3.2.1 Selon la jurisprudence du Tribunal fédéral, le précontrat qui contient déjà tous les éléments essentiels du contrat principal doit être assimilé à ce contrat. Ainsi la promesse de vente doit-elle être traitée, en principe, à l'égal d'une vente lorsque cette dernière doit être conclue à des conditions identiques à celles stipulées dans la promesse (ATF 118 II 32 consid. 3b et c et les références; sur l'état de la controverse dont la promesse de vente immobilière est l'objet de longue date, voir TERCIER, Les contrats spéciaux, 3e éd., n. 957 et les auteurs cités). Il est en outre possible d'assortir le contrat de vente immobilière - lequel peut être soumis à une condition suspensive (art. 217 al. 1 CO) - d'un droit d'emption annoté au registre foncier (ATF 103 III 97 consid. 2b). Ce droit est défini comme un droit d'acquisition conditionnel subordonné à une condition suspensive potestative, la déclaration d'exercice du droit (ATF 121 III 210 consid. 3c p. 212; voir aussi l'ATF 126 III 421 consid. 3a/aa p. 423); il s'analyse comme une vente conditionnelle (TERCIER, op. cit., n. 1008; STEINAUER, Les droits réels, tome II, 3e éd., n. 1697).

Dans le cas concret, il ressort de l'énoncé des clauses principales de l'acte authentique du 3 juin 1991, opéré plus haut, que l'accord passé à cette date devant notaire contenait déjà tous les éléments essentiels de la vente immobilière projetée. Bien plus, alors que le titulaire du droit d'emption qui exerce ce droit ne devient pasBGE 129 III 264 S. 268

propriétaire de l'immeuble ipso facto, puisqu'il faut encore que le concédant requière l'inscription au registre foncier du transfert de propriété (STEINAUER, op. cit., n. 1712), dans l'acte susvisé, la défenderesse requérait d'ores et déjà ce transfert moyennant l'avènement d'une triple condition. Sous cette réserve, le transfert de propriété devait donc s'effectuer sans intervention ultérieure de la propriétaire de l'immeuble. Cette circonstance confirme, si besoin est, que la promesse de vente et d'achat, assortie d'un droit d'emption, conclue le 3 juin 1991 était en réalité une vente immobilière.

Que cette vente ait revêtu un caractère conditionnel ne nécessite pas de longues explications.

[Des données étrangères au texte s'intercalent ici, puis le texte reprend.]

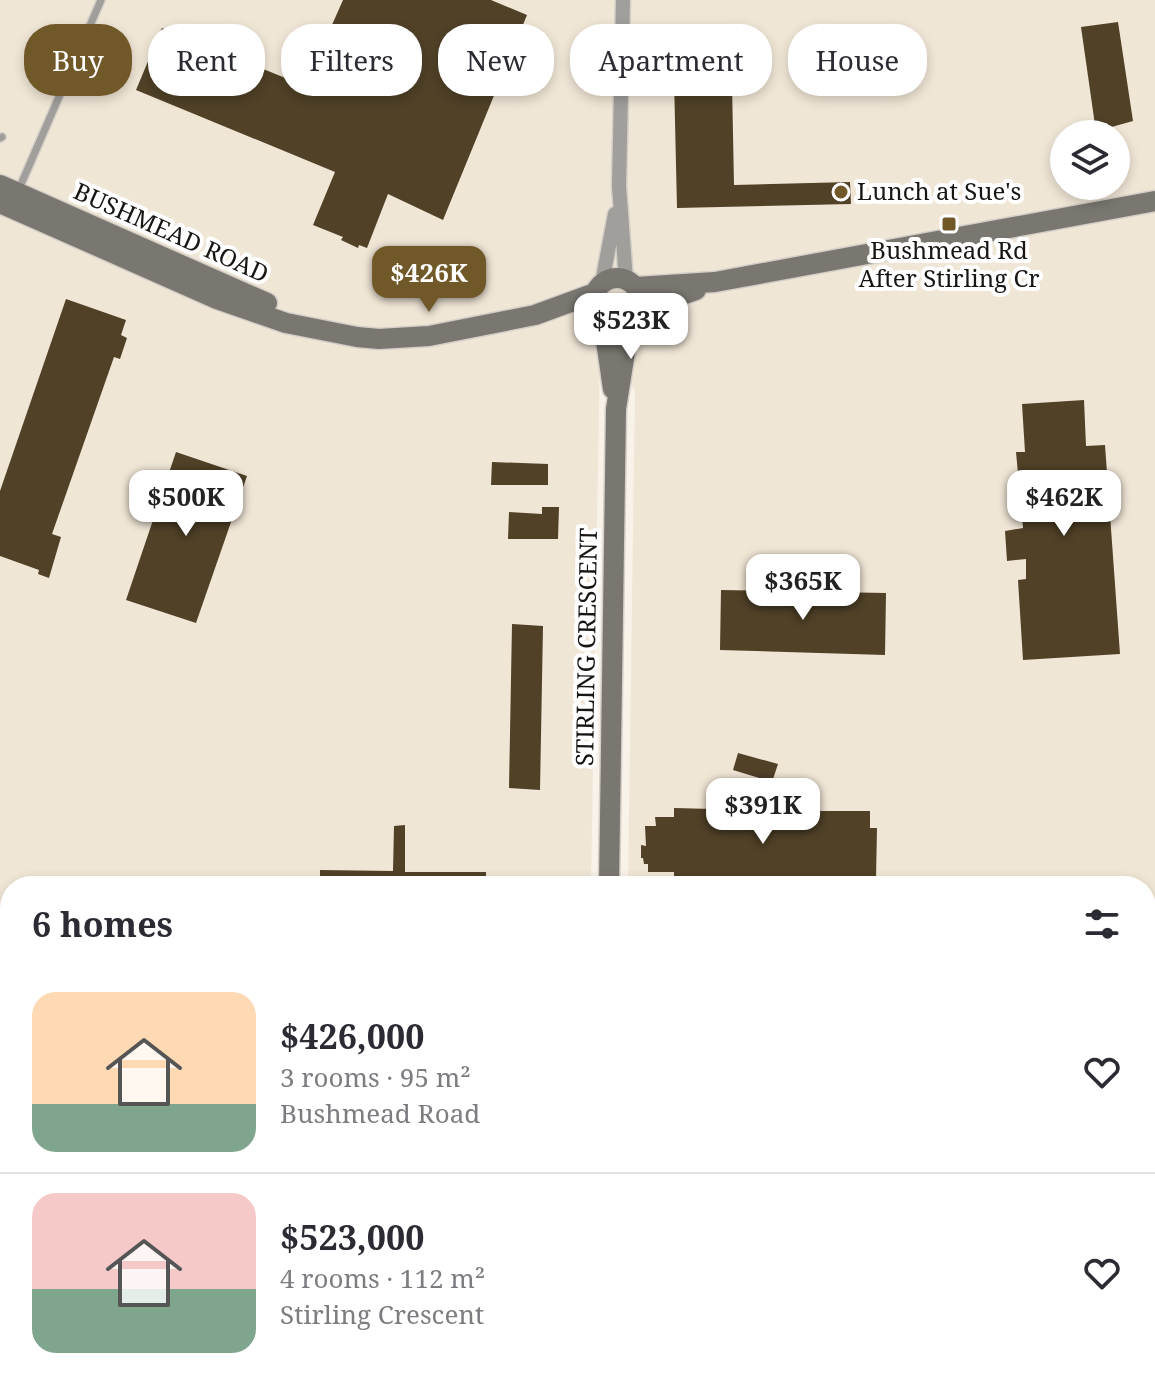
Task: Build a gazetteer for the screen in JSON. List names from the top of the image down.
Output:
{
  "streets": {
    "main road": ["BUSHMEAD ROAD", "STIRLING CRESCENT"]
  },
  "crossings": [
    ["BUSHMEAD ROAD", "STIRLING CRESCENT"]
  ],
  "places": {
    "other": ["Lunch at Sue's"],
    "transit": ["Bushmead Rd After Stirling Cr"]
  },
  "page": {
    "chip": [
      "Buy",
      "Rent",
      "Filters",
      "New",
      "Apartment",
      "House"
    ],
    "price": [
      "$426K",
      "$523K",
      "$500K",
      "$462K",
      "$365K",
      "$391K"
    ],
    "heading": "6 homes",
    "list": [
      {
        "name": "$426,000",
        "note": "3 rooms · 95 m² · Bushmead Road"
      },
      {
        "name": "$523,000",
        "note": "4 rooms · 112 m² · Stirling Crescent"
      }
    ]
  }
}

Aussi bien, la cour cantonale a constaté souverainement la réelle et commune intention des parties à cet égard, qui était de suspendre les effets de la convention passée le 3 juin 1991 à l'exercice du droit d'emption jusqu'au terme stipulé (31 août 1992) et prolongé jusqu'au 30 août 1993. La raison d'être de la condition prévue dans ladite convention ressort implicitement d'autres constatations faites par les juges cantonaux: il s'agissait de permettre aux demandeurs de trouver de l'argent pour payer le solde du prix de vente et, s'ils n'y parvenaient pas, de renoncer à l'acquisition de la PPE. La condition stipulée était une condition suspensive, au sens des art. 151 à 153 CO. Au demeurant, la loi n'admet que ce type de condition pour une vente immobilière (art. 217 al. 1 CO; GIGER, Commentaire bernois, n. 7 ad art. 217 CO).

3.2.2 Selon l'art. 151 al. 2 CO, le contrat soumis à une condition suspensive ne produit d'effet qu'à compter du moment où la condition s'accomplit, si les parties n'ont pas manifesté une intention contraire. Si la condition vient à défaillir, les prestations déjà effectuées...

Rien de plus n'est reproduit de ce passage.